Very short report from le poulet glace as John has written some fabulous bits below.
Currently settled in a nice little hotel in Commercy taking a well deserved day of rest. It is not your usual tourist destination but was once the exile home of Stanislas (Stanislaw) following the War of the Polish Succession. Like most of Lorraine and surrounding areas it was rebuilt after the wars but there is still a medieval feel to it in places. There is also a bit of Art Nouveau to be found here, most notably a chemists with beautiful wooden paneling and stained glass.
Temperatures remain thermostat poppingly high at over 40c by mid afternoon. Cycling has to start early and be over by 2pm at the lastest. I had thought my desert training in Dubai would help, but cycling in the blistering heat is a far different activity to hopping from a chilled house into a chilled car in order to visit a shopping mall with a ski slope and resident penguins. I wonder how the Tour de France will do when it gets here.
On the road to Commercy we saw another baguette dispenser being loaded with crusty loaves. I am looking forward to seeing (and using) my first pain au chocolat dispenser.
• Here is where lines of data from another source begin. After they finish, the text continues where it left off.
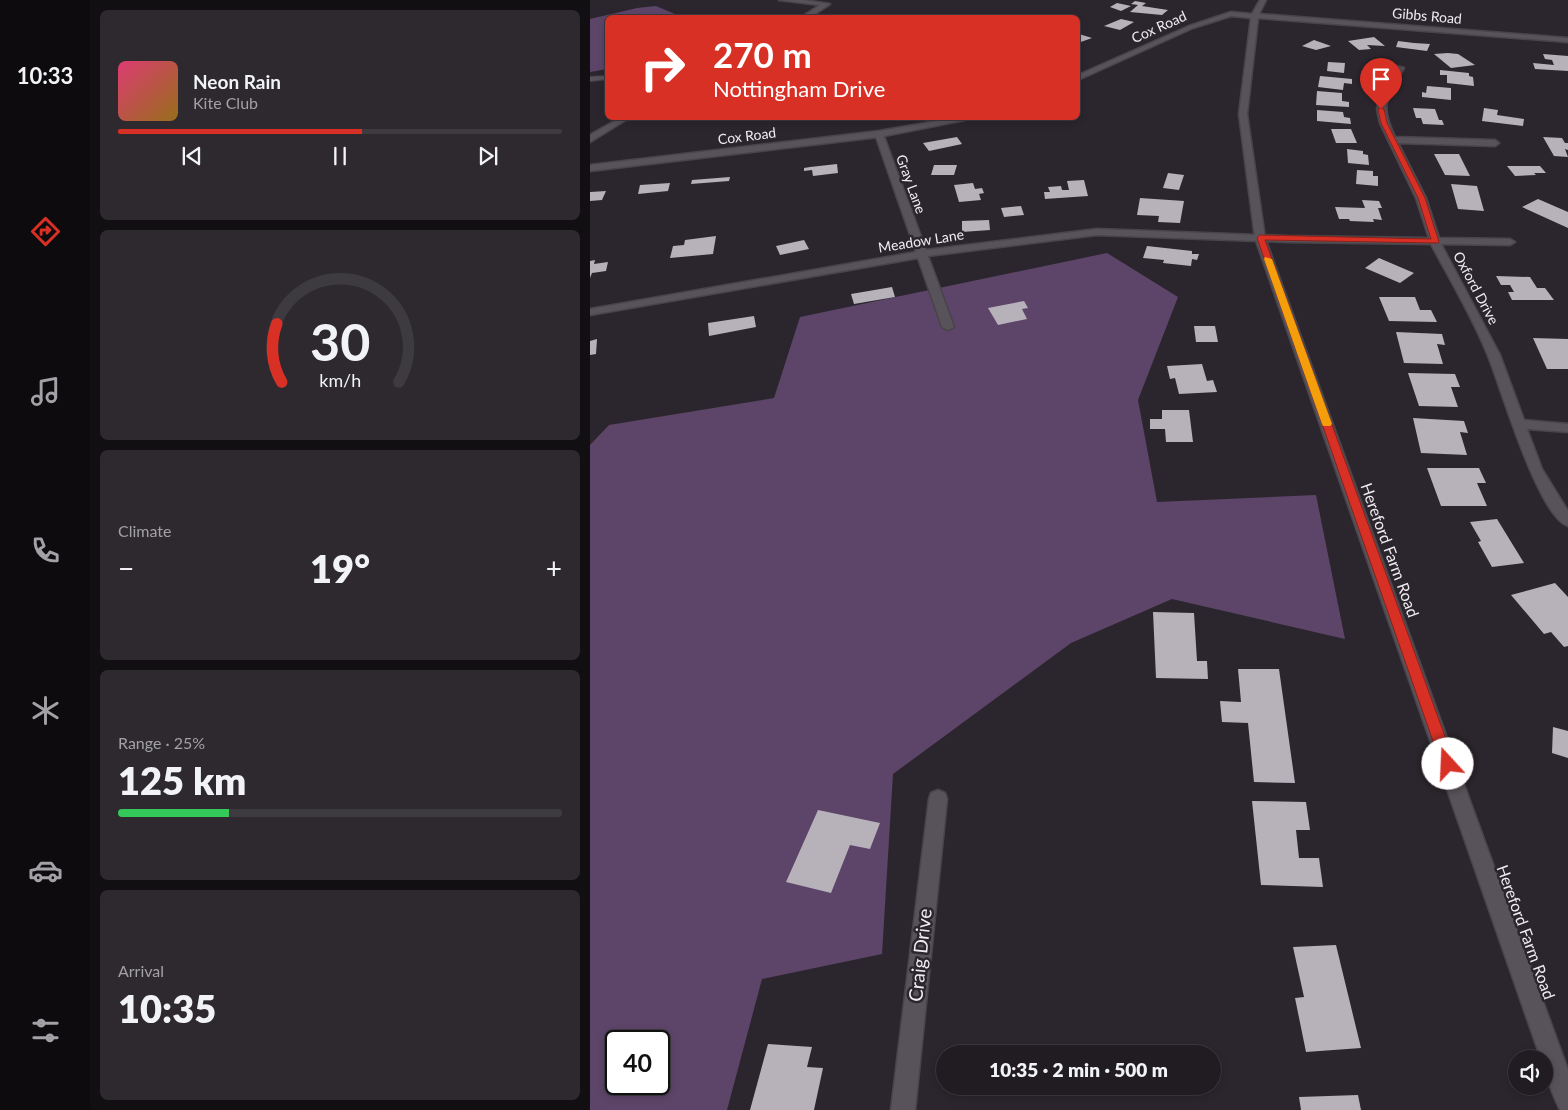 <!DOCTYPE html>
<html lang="en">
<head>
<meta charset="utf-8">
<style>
  :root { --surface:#201c22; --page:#2d292f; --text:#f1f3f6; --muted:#a2a1a5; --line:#3d3a40; --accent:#d93025 }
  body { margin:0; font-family:Lato,sans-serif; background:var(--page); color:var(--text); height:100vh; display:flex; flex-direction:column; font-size:19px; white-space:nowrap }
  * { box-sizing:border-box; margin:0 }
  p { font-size:16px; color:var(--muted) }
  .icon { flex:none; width:28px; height:28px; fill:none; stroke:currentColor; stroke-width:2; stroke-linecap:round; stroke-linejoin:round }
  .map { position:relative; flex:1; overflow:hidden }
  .panel { display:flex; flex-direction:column; gap:10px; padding:10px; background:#120f13; width:500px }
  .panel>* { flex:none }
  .guide { position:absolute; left:15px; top:15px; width:475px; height:105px; border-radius:8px; box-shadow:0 2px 8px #0003,0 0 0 1px var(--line); background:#d93025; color:#fff; overflow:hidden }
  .buttons { position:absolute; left:918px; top:1050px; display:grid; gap:10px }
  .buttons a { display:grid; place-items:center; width:45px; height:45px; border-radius:50%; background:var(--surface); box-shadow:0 2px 8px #0003,0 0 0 1px var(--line); font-size:25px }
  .speed { position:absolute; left:15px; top:1030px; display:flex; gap:10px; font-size:25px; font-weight:700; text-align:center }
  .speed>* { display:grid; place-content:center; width:65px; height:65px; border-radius:50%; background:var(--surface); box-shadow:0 2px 8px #0003,0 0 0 1px var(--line); line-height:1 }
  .speed .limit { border:2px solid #111; border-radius:8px; background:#fff; color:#111 }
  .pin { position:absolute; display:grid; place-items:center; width:42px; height:42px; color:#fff; margin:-51px -21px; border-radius:50% 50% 50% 0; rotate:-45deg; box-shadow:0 0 5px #0007 }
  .pin .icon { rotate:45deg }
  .me { position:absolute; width:55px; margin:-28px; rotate:340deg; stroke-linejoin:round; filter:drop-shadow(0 0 4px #0008) }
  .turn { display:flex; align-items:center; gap:18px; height:105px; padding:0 25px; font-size:22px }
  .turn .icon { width:65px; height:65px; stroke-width:2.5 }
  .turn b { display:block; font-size:35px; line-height:42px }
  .big { font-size:38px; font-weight:800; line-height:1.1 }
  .panel .widget { flex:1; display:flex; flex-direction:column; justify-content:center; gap:8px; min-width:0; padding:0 18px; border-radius:8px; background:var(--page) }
  .panel .dial { align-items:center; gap:0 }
  .dial svg { height:130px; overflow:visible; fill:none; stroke:var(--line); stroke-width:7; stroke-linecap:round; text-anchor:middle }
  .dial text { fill:var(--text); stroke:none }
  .song { display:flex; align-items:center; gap:15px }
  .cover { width:60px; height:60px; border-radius:8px; background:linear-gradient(135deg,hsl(340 70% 55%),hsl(40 70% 35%)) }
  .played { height:5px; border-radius:2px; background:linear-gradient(90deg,var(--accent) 55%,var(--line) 55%) }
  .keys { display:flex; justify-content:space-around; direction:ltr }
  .heat { display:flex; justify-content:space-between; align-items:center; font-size:28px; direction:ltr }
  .charge { height:8px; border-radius:4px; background:linear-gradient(90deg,#34c759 25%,var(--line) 0) }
  .trip { position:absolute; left:346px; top:1045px; width:285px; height:50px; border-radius:25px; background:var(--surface); box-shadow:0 2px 8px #0003,0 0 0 1px var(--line); font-weight:800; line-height:50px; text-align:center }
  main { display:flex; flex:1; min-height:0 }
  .tabs { display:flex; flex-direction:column; width:90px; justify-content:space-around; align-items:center; background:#0d0b0e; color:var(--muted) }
  .tabs .icon { width:35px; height:35px }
  .tabs .current { color:var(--accent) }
  .tabs b { font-size:22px; color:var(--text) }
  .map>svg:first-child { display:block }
  .green { fill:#5d4569; fill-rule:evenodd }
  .building { fill:#b7b1ba }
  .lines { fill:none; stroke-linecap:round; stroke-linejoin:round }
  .service-casing { stroke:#48444a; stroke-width:2 }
  .minor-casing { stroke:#48444a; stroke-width:3 }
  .tertiary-casing { stroke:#48444a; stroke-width:3 }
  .service { fill:#58535a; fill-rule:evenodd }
  .minor { fill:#58535a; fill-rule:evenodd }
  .tertiary { fill:#58535a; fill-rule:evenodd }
  .route { fill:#d93025; stroke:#8d1f18 }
  .slow { fill:#f59e0b }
  .labels { text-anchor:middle; stroke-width:5; stroke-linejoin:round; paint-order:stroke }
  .far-street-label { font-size:14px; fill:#efecf1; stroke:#2b262d }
  .street-label { font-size:16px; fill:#efecf1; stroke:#2b262d }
  .near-street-label { font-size:19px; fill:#efecf1; stroke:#2b262d }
</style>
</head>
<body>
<main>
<nav class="tabs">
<b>10:33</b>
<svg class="icon current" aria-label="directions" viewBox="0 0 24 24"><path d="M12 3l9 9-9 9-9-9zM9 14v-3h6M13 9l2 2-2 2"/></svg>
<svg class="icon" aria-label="music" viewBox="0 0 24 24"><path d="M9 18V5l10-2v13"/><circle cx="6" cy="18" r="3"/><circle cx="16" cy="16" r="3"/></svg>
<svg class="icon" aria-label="phone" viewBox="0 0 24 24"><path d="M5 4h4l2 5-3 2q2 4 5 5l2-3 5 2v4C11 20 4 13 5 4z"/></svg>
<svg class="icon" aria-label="climate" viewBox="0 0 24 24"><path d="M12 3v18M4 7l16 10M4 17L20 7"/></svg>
<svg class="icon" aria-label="car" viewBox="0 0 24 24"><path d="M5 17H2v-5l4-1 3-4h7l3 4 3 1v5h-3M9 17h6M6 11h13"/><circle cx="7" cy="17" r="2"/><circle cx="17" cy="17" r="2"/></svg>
<svg class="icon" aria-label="filters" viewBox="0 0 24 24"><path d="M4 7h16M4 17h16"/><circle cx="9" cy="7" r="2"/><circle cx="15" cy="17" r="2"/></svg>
</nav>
<section class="panel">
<div class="widget">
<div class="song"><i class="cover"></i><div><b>Neon Rain</b><p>Kite Club</p></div></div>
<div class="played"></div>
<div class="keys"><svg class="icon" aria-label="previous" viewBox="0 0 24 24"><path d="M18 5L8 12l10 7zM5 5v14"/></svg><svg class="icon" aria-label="pause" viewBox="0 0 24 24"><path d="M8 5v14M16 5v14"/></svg><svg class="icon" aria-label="next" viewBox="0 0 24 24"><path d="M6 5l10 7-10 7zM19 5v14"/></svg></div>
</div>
<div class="widget dial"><svg viewBox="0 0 100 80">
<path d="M14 69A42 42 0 1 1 86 69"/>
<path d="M14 69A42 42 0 0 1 11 33" stroke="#d93025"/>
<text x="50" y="56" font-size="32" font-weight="700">30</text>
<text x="50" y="72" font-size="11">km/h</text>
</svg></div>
<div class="widget"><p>Climate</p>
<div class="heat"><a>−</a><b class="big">19°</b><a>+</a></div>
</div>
<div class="widget"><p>Range · 25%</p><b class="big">125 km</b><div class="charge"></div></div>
<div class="widget"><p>Arrival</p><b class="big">10:35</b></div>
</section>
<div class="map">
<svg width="978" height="1110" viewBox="0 0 978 1110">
  <rect width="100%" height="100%" fill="#2b262d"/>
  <g class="green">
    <polygon points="66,6 92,17 18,18 17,69 0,72 0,19 47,8"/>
    <path d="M 517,253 L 588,297 L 548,400 L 567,502 L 726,495 L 755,639 L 582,599 L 481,643 L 303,774 L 292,954 L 172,979 L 137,1110 L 0,1110 L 0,445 L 19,425 L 184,398 L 210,317 ZM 26,1041 L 69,1041 L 69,1084 L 26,1084 Z"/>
  </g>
  <g class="building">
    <polygon points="545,1 556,3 552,6 578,10 572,15 540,12 548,5 541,4"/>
    <polygon points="527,3 541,6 531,11 520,7"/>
    <polygon points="531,19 544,22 530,30 514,26"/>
    <polygon points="489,34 502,38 488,43"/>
    <polygon points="784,37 795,46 777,45 781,49 769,50 758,41"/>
    <polygon points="724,40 741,46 726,50 712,46"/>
    <polygon points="808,41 824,43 840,44 837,51 806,47"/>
    <polygon points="858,53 868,54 885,65 861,68 844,54"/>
    <polygon points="953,54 978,56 978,71 945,69 943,63 964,65 962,60 955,59"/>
    <polygon points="738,62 755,63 754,73 737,71"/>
    <polygon points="850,70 879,73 879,76 883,77 884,86 857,83 857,75 850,75"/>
    <polygon points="730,76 762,79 762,84 754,83 753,90 728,87"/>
    <polygon points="837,86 861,88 861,100 832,97 832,92 836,93"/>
    <polygon points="727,91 752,93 752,101 759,102 759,107 726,105"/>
    <polygon points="823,108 845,109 849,120 852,120 854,125 833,124 831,118 826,118"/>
    <polygon points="894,108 908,110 907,115 934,119 933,126 892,121"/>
    <polygon points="727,110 753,112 754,117 760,118 761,124 727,121"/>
    <polygon points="741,129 761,129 767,143 746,143"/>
    <polygon points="367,137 372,144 339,151 333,143"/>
    <polygon points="953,137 972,138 975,143 978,143 978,150 975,149 978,157 964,156"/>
    <polygon points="757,149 773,151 773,154 778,155 779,165 758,163"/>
    <polygon points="844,154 869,154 880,176 855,175"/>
    <polygon points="247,164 248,173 223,176 222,170 214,171 214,168 220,167"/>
    <polygon points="344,165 367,165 364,175 341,175"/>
    <polygon points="917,166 950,166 956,173 944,173 946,175 925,176"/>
    <polygon points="767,170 783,171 783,176 788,176 788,186 766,184"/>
    <polygon points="578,173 594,175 589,190 573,188"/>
    <polygon points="140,177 139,181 101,184 102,180"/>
    <polygon points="494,180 498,196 455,199 454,192 460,192 458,187 471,186 472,190 479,190 477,181"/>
    <polygon points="80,183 78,191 48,194 50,185"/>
    <polygon points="383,183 385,189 392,188 394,193 389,194 391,200 369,202 364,185"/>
    <polygon points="861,184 887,186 894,211 868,209"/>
    <polygon points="16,191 12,200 0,201 0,192"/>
    <polygon points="550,198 594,201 590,223 568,222 569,216 547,215"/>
    <polygon points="948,199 978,212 978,228 932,207"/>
    <polygon points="772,200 789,201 792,208 788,208 792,220 783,219 784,222 760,221 759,219 749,219 745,207 775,208"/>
    <polygon points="431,206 434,215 414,217 411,208"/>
    <polygon points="399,220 400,230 372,232 372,221"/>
    <polygon points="126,236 123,254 80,258 83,246 94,245 95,240"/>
    <polygon points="214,240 219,249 190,255 186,246"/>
    <polygon points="557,246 602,251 602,254 609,254 607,260 602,259 601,266 573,263 574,260 553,258"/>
    <polygon points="789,258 824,273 810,283 775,268"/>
    <polygon points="5,260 4,264 18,262 16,271 2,273 0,278 0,261"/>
    <polygon points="906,276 940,277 947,288 955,288 964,300 922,300 918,292 924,292 920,285 911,285"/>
    <polygon points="302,287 305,297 264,304 261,294"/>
    <polygon points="789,297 825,297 830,310 841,310 847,322 799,321"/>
    <polygon points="434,301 438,308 432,309 437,319 408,325 398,308"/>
    <polygon points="164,316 166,327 119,336 118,323"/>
    <polygon points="604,326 625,326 628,342 606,342"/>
    <polygon points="806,332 852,334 855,345 847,344 853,364 814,363"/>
    <polygon points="943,338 978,339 978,369 957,369"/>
    <polygon points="7,339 6,354 0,355 0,341"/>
    <polygon points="612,364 617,381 623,380 627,392 589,394 585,378 580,379 577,366"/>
    <polygon points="818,373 865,374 870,387 861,387 868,407 829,406"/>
    <polygon points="572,410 599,410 603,442 576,442 575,429 560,429 560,419 572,419"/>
    <polygon points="823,418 874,421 878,433 870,432 877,455 831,453"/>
    <polygon points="837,468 889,468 896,483 887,483 897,506 851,506"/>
    <polygon points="907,519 934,563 902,567 888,542 891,541 880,522"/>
    <polygon points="965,583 978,597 978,646 974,647 961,632 954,634 921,595"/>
    <polygon points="563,612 604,613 607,661 617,661 618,679 566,678"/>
    <polygon points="648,669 689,669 705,783 664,782 658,723 632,722 630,701 651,702"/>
    <polygon points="963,727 978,731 978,758 962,753"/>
    <polygon points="662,801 716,802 720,830 706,830 709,858 729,858 733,887 671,885"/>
    <polygon points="228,810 290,823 280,849 260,845 241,893 196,882"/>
    <polygon points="746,945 771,1048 716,1052 705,998 714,997 703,947"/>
    <polygon points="178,1044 222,1047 217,1067 233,1068 224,1110 160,1110"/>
    <polygon points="768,1095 771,1110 711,1110 709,1097"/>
  </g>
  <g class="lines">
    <defs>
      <polygon id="service" points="18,76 18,79 0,81 0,77"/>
      <g id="minor">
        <polygon points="189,0 213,0 240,4 219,18 210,18 230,5"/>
        <path d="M 807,66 L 814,68 C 797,98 789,104 805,137 L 905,140 L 909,143 L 905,146 L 808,143 L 836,198 L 849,238 L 920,239 L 925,242 L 920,245 L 851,244 L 910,355 L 934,420 L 978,424 L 978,432 L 937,429 L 952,469 L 978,511 L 978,526 C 948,517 911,387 898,356 C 883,318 860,280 841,244 L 697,242 L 507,235 L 338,256 L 364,327 L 358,330 L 352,327 L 328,258 L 0,315 L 0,309 L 326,252 L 285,134 L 289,131 L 293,134 L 336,250 L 507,229 L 697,236 L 839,238 L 826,198 L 790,123 L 787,109 L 789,98 Z"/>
        <polygon points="30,118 39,118 0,142 0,135"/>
        <polygon points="348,790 355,793 357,799 325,1110 301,1110 339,799 341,793"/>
      </g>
      <g id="tertiary">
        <path d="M 670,0 L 676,0 L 669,14 L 978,38 L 978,42 L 668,18 L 657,114 L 675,238 L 978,1070 L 978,1110 L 970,1110 C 963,1095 954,1075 954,1059 L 951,1059 L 665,238 L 649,114 L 661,18 L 641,16 L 603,28 L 488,80 L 488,75 L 599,26 L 641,12 L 662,14 Z"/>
        <polygon points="364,118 379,118 375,120 289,137 0,171 0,165 289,131"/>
      </g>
    </defs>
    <use href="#service" class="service-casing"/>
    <use href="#minor" class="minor-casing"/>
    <use href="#tertiary" class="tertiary-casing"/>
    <use href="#service" class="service"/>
    <use href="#minor" class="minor"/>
    <use href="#tertiary" class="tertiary"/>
  </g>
  <polygon class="route" points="791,107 794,109 797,123 835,198 849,242 848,243 675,240 865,764 863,769 858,770 853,769 851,764 667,238 670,235 841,239 828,198 791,123 788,109"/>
  <polygon class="slow" points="675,257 682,259 742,424 740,426 733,426 732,424 674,259"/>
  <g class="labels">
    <g class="far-street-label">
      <text transform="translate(837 16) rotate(5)" y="5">Gibbs Road</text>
      <text transform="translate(569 27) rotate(-24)" y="5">Cox Road</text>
      <text transform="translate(157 136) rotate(-7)" y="5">Cox Road</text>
      <text transform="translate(321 184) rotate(70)" y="5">Gray Lane</text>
      <text transform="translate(331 241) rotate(-9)" y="5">Meadow Lane</text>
      <text transform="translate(886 288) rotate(62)" y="5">Oxford Drive</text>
    </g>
    <g class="street-label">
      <text transform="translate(800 550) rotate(70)" y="6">Hereford Farm Road</text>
      <text transform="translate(936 932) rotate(70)" y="6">Hereford Farm Road</text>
    </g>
    <g class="near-street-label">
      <text transform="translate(330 955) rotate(-84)" y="7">Craig Drive</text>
    </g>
  </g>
</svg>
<div class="buttons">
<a><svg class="icon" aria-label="sound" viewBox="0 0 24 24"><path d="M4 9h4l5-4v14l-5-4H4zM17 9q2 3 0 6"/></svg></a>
</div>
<div class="speed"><div class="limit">40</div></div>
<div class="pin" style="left:791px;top:109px;background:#d93025"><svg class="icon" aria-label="arrive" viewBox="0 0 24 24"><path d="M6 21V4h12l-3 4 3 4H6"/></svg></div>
<svg class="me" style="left:858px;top:764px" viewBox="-20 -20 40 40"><circle r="19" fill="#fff"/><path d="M0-13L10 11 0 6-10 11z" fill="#d93025"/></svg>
<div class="trip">10:35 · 2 min · 500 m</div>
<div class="guide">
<div class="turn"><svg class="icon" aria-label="right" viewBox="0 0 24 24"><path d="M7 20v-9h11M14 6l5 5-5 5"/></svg><div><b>270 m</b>Nottingham Drive</div></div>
</div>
</div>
</main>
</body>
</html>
Along the way I have also noted the large number of hairdressers in rural France. They are everywhere. There are more Chez Le Coiffeur than boulangeries and patisseries combined. But while the latter are full for the few hours they are open, the hairdressers appear open all day yet empty. There are aspects of the culture that the casual tourist will never understand.
Tomorrow (Sunday) is an early start to get us to Neufchateau and finish our trip along the River Meuse before we start heading West towards Paris. It has been an interesting opportunity to get to grips with some WW1 history and a surprise to see how much impact that this war still has on the people here. After reading of the horrors, and imagining that it was far worse than can ever be told, I can begin to understand how the impact could be felt across generations and centuries.
On a cheerier note, we are off to watch some dance tonight after a meal in the gentle evening sun at a street side cafe. For me, this is all but perfect.
Highlight of the day: Stopping in a tiny village in the shade of an old house to read the map and being offered fresh cold water by the owner, puzzled by our journey and concerned for our welfare.